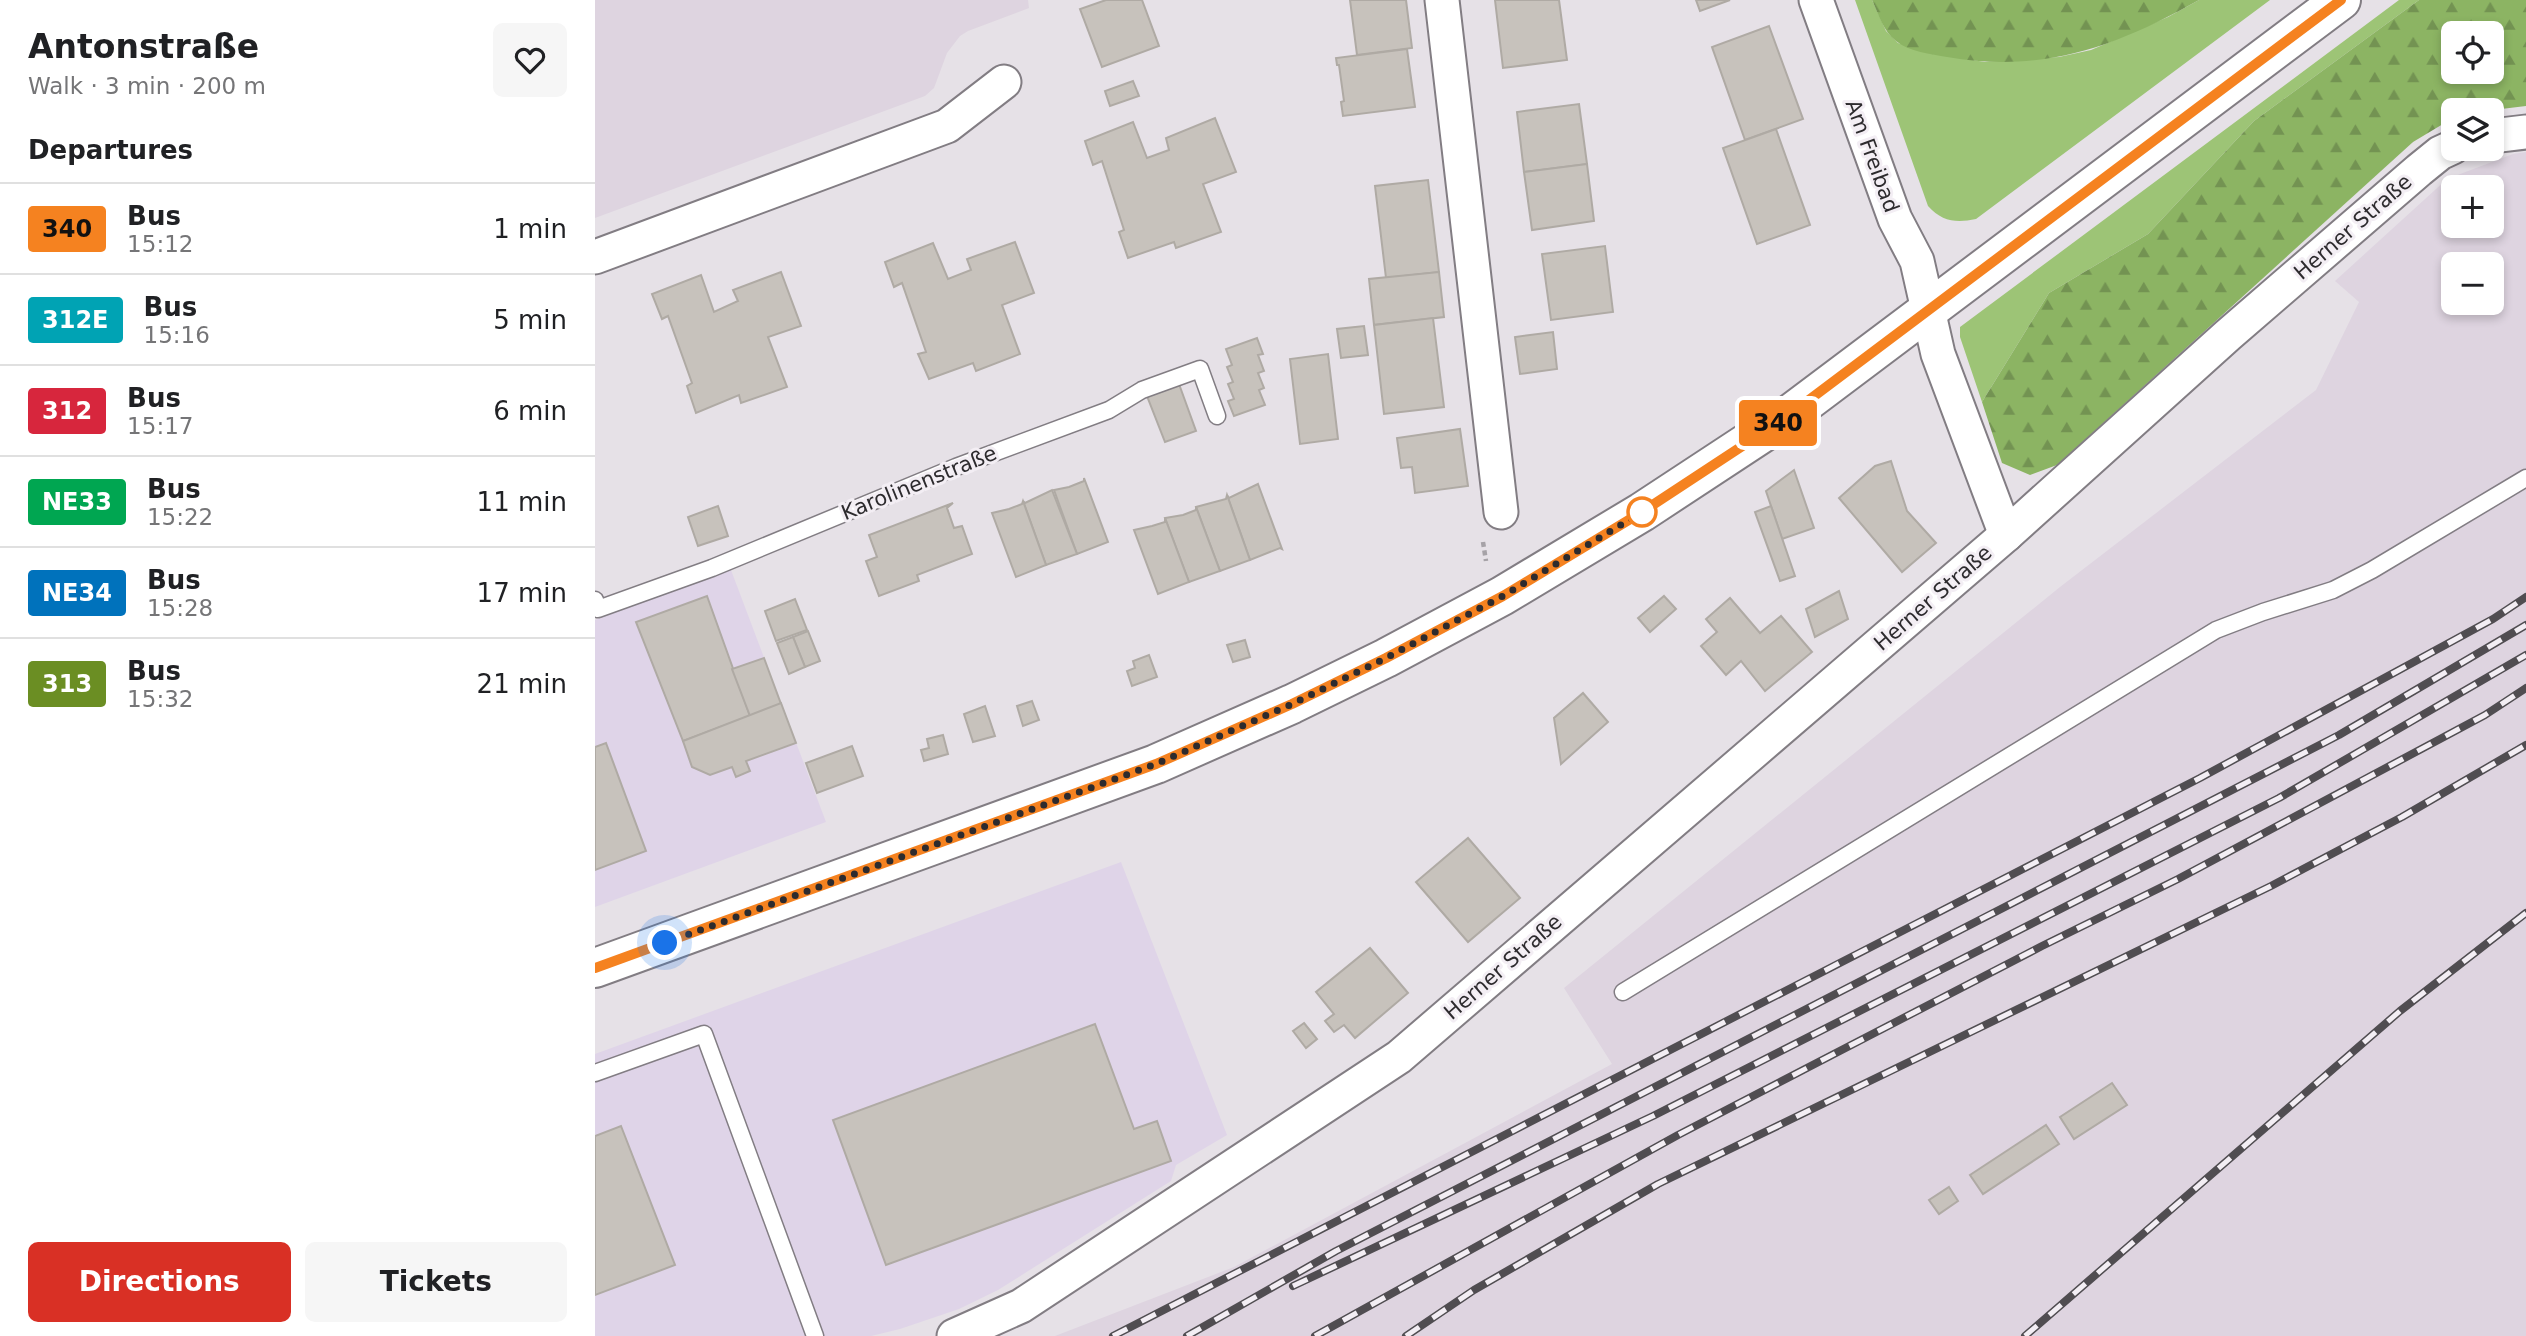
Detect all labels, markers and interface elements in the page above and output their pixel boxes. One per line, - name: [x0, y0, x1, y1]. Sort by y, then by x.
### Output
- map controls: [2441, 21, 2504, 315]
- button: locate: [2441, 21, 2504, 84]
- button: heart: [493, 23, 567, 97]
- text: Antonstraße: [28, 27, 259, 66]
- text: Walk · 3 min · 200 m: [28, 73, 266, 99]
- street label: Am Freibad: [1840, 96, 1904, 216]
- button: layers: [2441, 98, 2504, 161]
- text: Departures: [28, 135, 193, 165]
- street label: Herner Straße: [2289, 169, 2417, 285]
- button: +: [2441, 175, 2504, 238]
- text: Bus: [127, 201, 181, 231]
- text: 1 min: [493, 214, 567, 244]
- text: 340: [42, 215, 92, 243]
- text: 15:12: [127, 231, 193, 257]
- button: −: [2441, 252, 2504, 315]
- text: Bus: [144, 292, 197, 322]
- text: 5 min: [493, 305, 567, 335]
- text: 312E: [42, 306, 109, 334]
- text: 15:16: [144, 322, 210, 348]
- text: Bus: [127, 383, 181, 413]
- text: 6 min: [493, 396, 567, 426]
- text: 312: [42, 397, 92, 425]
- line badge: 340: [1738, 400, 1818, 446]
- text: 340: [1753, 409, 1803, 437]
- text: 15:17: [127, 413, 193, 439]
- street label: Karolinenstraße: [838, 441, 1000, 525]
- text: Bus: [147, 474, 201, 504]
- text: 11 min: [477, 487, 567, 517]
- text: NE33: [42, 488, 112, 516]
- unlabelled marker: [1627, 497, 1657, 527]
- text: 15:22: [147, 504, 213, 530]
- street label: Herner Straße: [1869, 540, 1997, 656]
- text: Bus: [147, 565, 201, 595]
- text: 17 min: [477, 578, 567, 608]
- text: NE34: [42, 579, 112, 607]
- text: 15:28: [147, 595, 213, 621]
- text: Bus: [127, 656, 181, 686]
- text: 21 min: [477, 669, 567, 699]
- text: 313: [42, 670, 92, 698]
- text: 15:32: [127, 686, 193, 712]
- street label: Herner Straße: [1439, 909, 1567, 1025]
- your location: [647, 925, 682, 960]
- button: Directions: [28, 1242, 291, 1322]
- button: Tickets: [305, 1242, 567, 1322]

**********

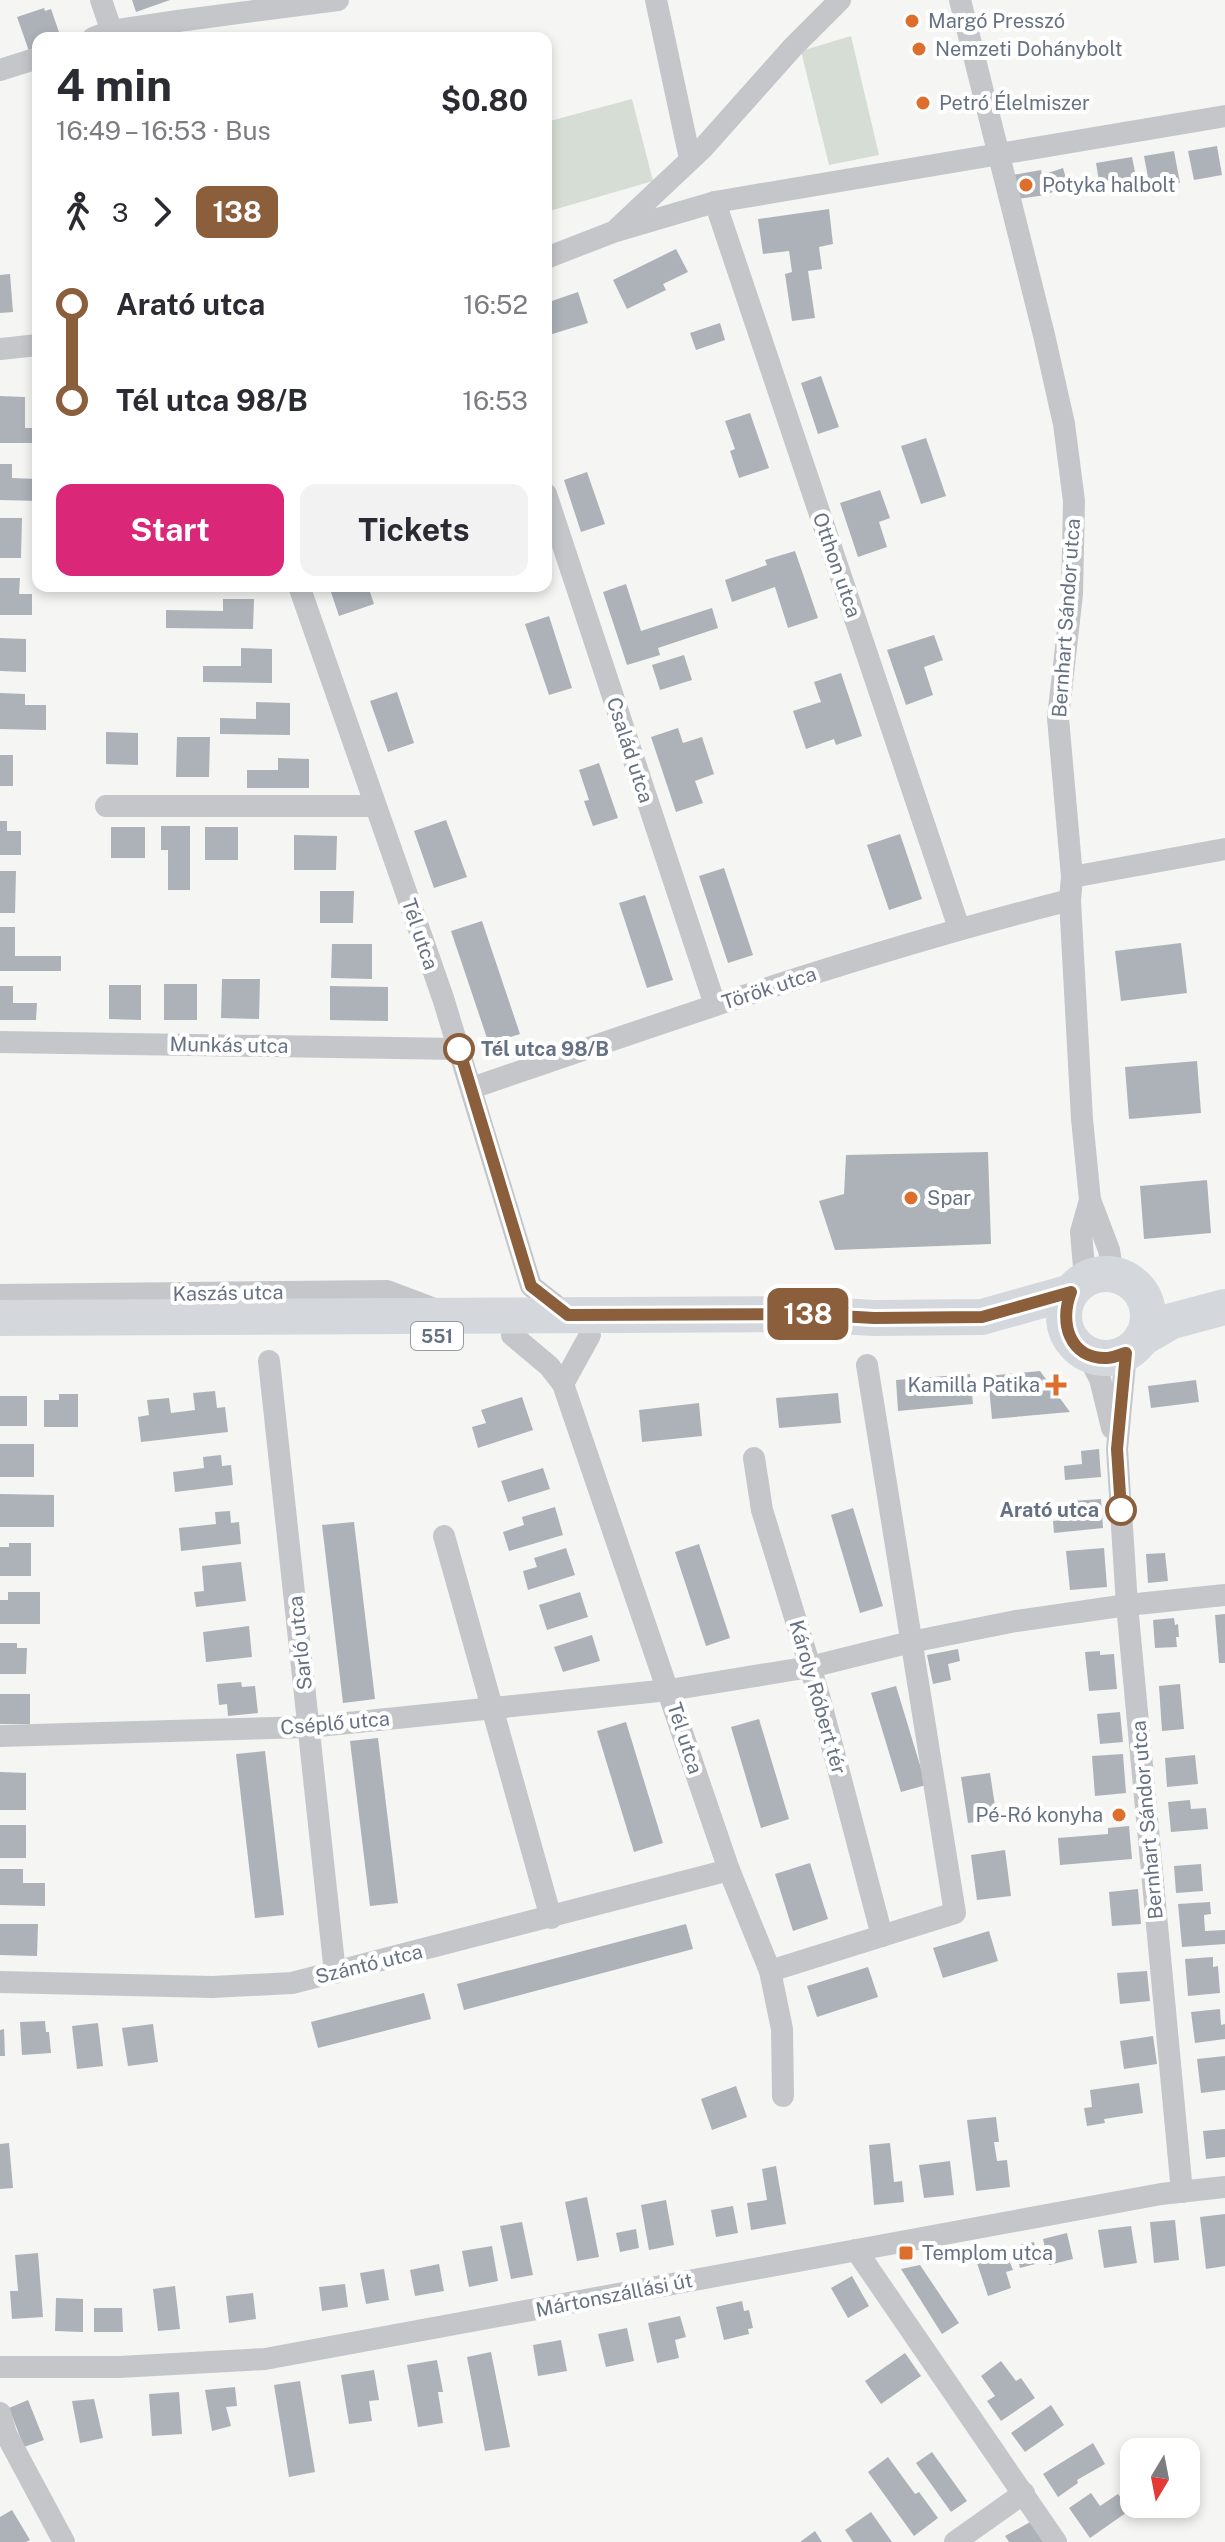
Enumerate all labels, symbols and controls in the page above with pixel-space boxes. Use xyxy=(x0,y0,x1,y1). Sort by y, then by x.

**********

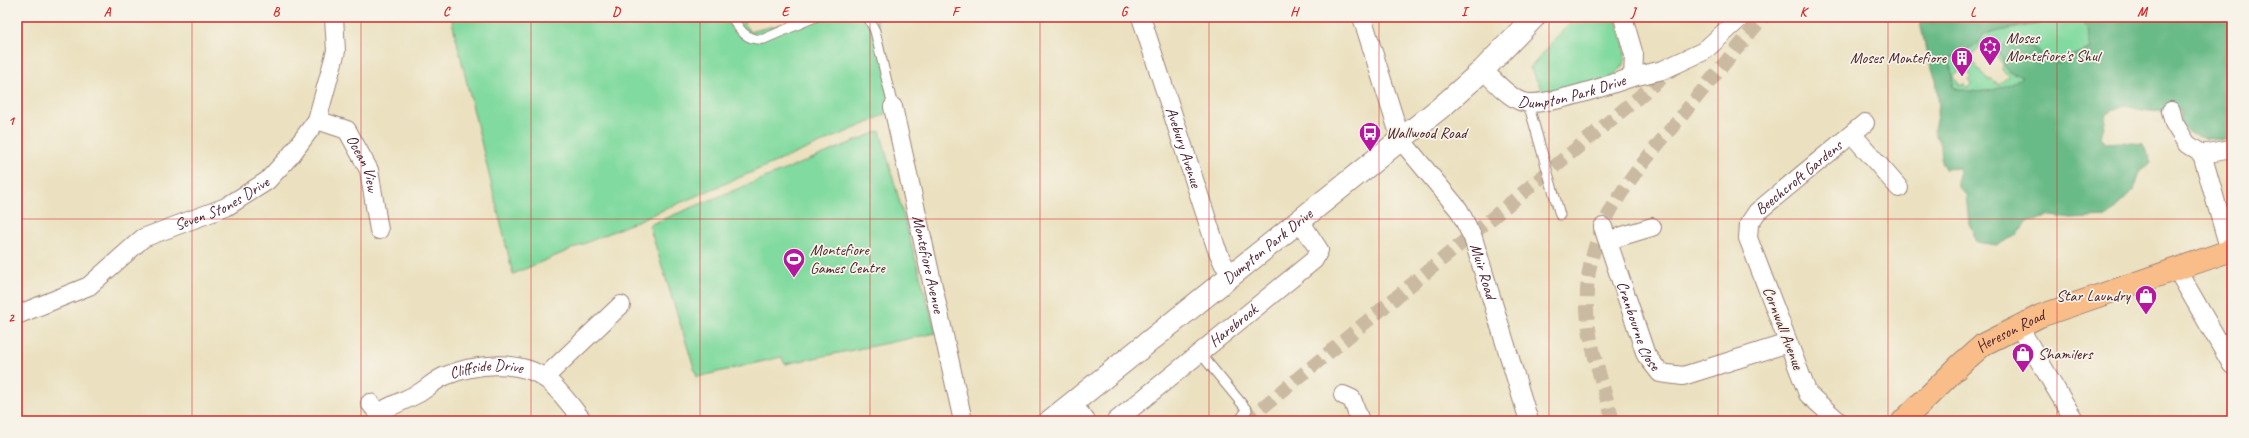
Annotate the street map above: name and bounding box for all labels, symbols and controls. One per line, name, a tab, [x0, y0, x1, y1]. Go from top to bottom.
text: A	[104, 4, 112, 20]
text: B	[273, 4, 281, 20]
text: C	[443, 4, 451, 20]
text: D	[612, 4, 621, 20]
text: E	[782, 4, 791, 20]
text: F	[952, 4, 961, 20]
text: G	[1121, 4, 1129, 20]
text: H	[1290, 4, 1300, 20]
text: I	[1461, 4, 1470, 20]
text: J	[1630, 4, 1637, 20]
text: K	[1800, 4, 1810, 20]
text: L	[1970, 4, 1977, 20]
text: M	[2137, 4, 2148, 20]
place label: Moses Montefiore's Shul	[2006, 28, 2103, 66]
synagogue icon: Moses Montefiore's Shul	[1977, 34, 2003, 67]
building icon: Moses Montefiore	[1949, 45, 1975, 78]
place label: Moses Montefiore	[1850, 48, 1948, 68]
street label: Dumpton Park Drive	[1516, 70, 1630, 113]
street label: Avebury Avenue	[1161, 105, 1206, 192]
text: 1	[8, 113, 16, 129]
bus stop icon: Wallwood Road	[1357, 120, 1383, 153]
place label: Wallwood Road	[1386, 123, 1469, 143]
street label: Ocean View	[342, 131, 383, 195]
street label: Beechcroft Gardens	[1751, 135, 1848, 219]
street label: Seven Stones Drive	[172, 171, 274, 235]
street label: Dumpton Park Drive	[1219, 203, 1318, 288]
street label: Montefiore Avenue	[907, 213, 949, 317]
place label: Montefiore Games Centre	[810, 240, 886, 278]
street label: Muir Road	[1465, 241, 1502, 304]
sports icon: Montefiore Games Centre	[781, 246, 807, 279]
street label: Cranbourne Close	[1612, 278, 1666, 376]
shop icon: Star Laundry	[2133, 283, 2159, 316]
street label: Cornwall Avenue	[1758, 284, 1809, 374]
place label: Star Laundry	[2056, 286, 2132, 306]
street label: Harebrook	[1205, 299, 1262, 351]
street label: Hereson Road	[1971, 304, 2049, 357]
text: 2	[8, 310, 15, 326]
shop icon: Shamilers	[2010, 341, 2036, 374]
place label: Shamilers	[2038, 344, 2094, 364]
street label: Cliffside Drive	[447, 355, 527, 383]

**********

Out of the records above, pick each line that contains the string "boxes".

Detect all labels, markers and interface elements in the page above and output their pixel boxes. One per line, - name: [x0, y0, x1, y1]. Sort by y, then by x.
Enumerate all labels, symbols and controls in the page above with pixel-space boxes. Use xyxy=(x0,y0,x1,y1). Sort by y, then by x.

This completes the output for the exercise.